Humana Insurance agrees to $4.5 million settlement and change in business practices

Jefferson City, Mo. – The Missouri Department of Insurance today announced that a regulatory settlement agreement has been reached with Humana Insurance Co. Missouri regulators led a multistate market conduct investigation of Humana in collaboration with regulators in Mississippi and Wisconsin. In the settlement, Humana agrees to pay $1.8 million in fines that will be divided among 10 states and to establish a $2.7 million consumer restitution pool.

The multistate market conduct investigation of the company began in 2012. The investigation was based upon a referral of a single complaint that was filed by a small employer with the Missouri department’s consumer affairs division. The investigation found that Humana Insurance Company was requiring some employers, who purchased small group medical insurance, to also purchase a group life insurance product.
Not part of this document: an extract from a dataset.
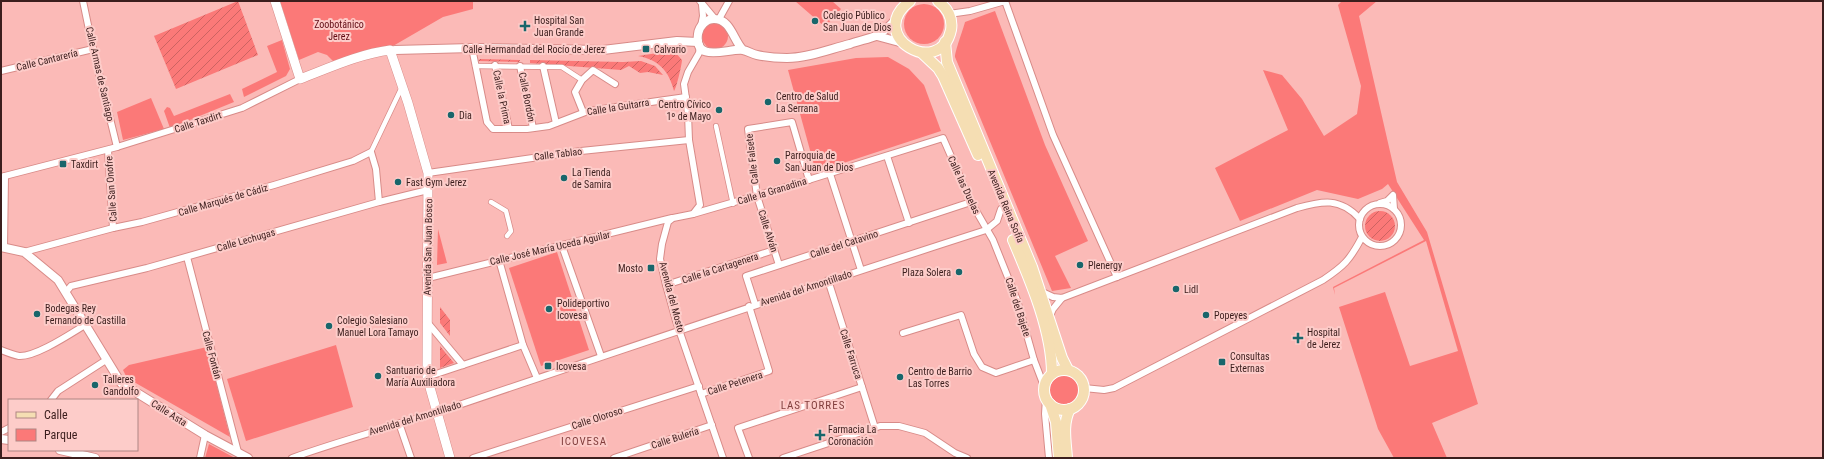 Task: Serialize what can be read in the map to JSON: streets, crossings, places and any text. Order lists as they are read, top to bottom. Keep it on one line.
{"streets":{"main road":["Calle Taxdirt","Avenida Reina Sofía","Avenida San Juan Bosco"],"street":["Calle Hermandad del Rocío de Jerez","Calle Cantarería","Calle Armas de Santiago","Calle la Prima","Calle Bordón","Calle la Guitarra","Calle Tablao","Calle Falsete","Calle las Duelas","Calle San Onofre","Calle la Granadina","Calle Marqués de Cádiz","Calle Alván","Calle Lechugas","Calle del Catavino","Calle José María Uceda Aguilar","Calle la Cartagenera","Avenida del Amontillado","Avenida del Mosto","Calle del Bajete","Calle Farruca","Calle Fontán","Calle Petenera","Calle Asta","Calle Oloroso","Calle Bulería"]},"crossings":[["Calle Hermandad del Rocío de Jerez","Calle la Guitarra"],["Calle Hermandad del Rocío de Jerez","Calle Taxdirt"],["Calle Hermandad del Rocío de Jerez","Avenida San Juan Bosco"],["Calle Cantarería","Calle Armas de Santiago"],["Calle Armas de Santiago","Calle Taxdirt"],["Calle la Prima","Calle la Guitarra"],["Calle Bordón","Calle la Guitarra"],["Calle Taxdirt","Calle San Onofre"],["Calle Taxdirt","Avenida San Juan Bosco"],["Calle Tablao","Avenida San Juan Bosco"],["Calle Falsete","Calle la Granadina"],["Calle Falsete","Calle Alván"],["Calle las Duelas","Calle la Granadina"],["Calle las Duelas","Calle del Catavino"],["Calle las Duelas","Avenida del Amontillado"],["Calle las Duelas","Calle del Bajete"],["Calle San Onofre","Calle Marqués de Cádiz"],["Calle la Granadina","Calle Alván"],["Calle Marqués de Cádiz","Calle Asta"],["Avenida Reina Sofía","Calle del Bajete"],["Calle Alván","Calle del Catavino"],["Calle Alván","Calle la Cartagenera"],["Calle Lechugas","Avenida San Juan Bosco"],["Calle Lechugas","Calle Fontán"],["Calle Lechugas","Calle Asta"],["Calle del Catavino","Avenida del Amontillado"],["Calle del Catavino","Calle Petenera"],["Avenida San Juan Bosco","Calle José María Uceda Aguilar"],["Avenida San Juan Bosco","Avenida del Amontillado"],["Calle José María Uceda Aguilar","Avenida del Mosto"],["Calle la Cartagenera","Avenida del Mosto"],["Avenida del Amontillado","Avenida del Mosto"],["Avenida del Amontillado","Calle del Bajete"],["Avenida del Amontillado","Calle Farruca"],["Avenida del Amontillado","Calle Petenera"],["Avenida del Mosto","Calle Petenera"],["Avenida del Mosto","Calle Oloroso"],["Avenida del Mosto","Calle Bulería"],["Calle Fontán","Calle Asta"]],"districts":["LAS TORRES","ICOVESA"],"parks":["Zoobotánico Jerez"],"places":{"other":["Colegio Público San Juan de Dios","Centro de Salud La Serrana","Centro Cívico 1º de Mayo","Dia","Parroquia de San Juan de Dios","La Tienda de Samira","Fast Gym Jerez","Plenergy","Plaza Solera","Lidl","Polideportivo Icovesa","Bodegas Rey Fernando de Castilla","Popeyes","Colegio Salesiano Manuel Lora Tamayo","Santuario de María Auxiliadora","Centro de Barrio Las Torres","Talleres Gandolfo"],"health":["Hospital San Juan Grande","Hospital de Jerez","Farmacia La Coronación"],"transit":["Calvario","Taxdirt","Mosto","Consultas Externas","Icovesa"]},"legend":["Calle","Parque"]}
In the settlement, Humana agreed to make business reforms to include notifying employers and insurance agents that the additional purchase of life insurance is not required. Humana also agreed to set up a $2.7 million restitution pool to provide refunds for employers who were required to purchase the group life product.

“Policyholders should be able to choose individual insurance products without insurers bundling products together” said Missouri Insurance Director John M. Huff. “I am pleased our team was able to collaborate on a settlement with multiple states to benefit consumers.”

Missouri will receive $390,886, paid to the Missouri State School fund. Other states that will benefit from the settlement and fine are Alabama, Arkansas, Georgia, Mississippi, Montana, North Carolina, Tennessee, Utah and Virginia.

In market conduct exams and investigations, the Department of Insurance reviews insurance company practices regarding the treatment of policyholders. This includes the way premium rates are charged, the way insurers handle claims and other responsibilities under state law. These reviews can result in refunds for consumers, fines and corrections in business practices, as well as other remedies. In the last five years, Market Conduct enforcement actions have generated nearly $20 million in payments from insurance companies. The money goes toward refunds for consumers, general revenue and the Missouri State School Fund.

Consumers who have complaints or questions about life and other types of insurance, can call the department’s Insurance Consumer Hotline at 800-726-7390 or by visiting insurance.mo.gov.

About the Missouri Department of Insurance, Financial Institutions & Professional Registration

The Missouri Department of Insurance, Financial Institutions and Professional Registration (DIFP) is responsible for consumer protection through the regulation of financial industries and professionals. The department’s seven divisions work to enforce state regulations both efficiently and effectively while encouraging a competitive environment for industries and professions to ensure consumers have access to quality products.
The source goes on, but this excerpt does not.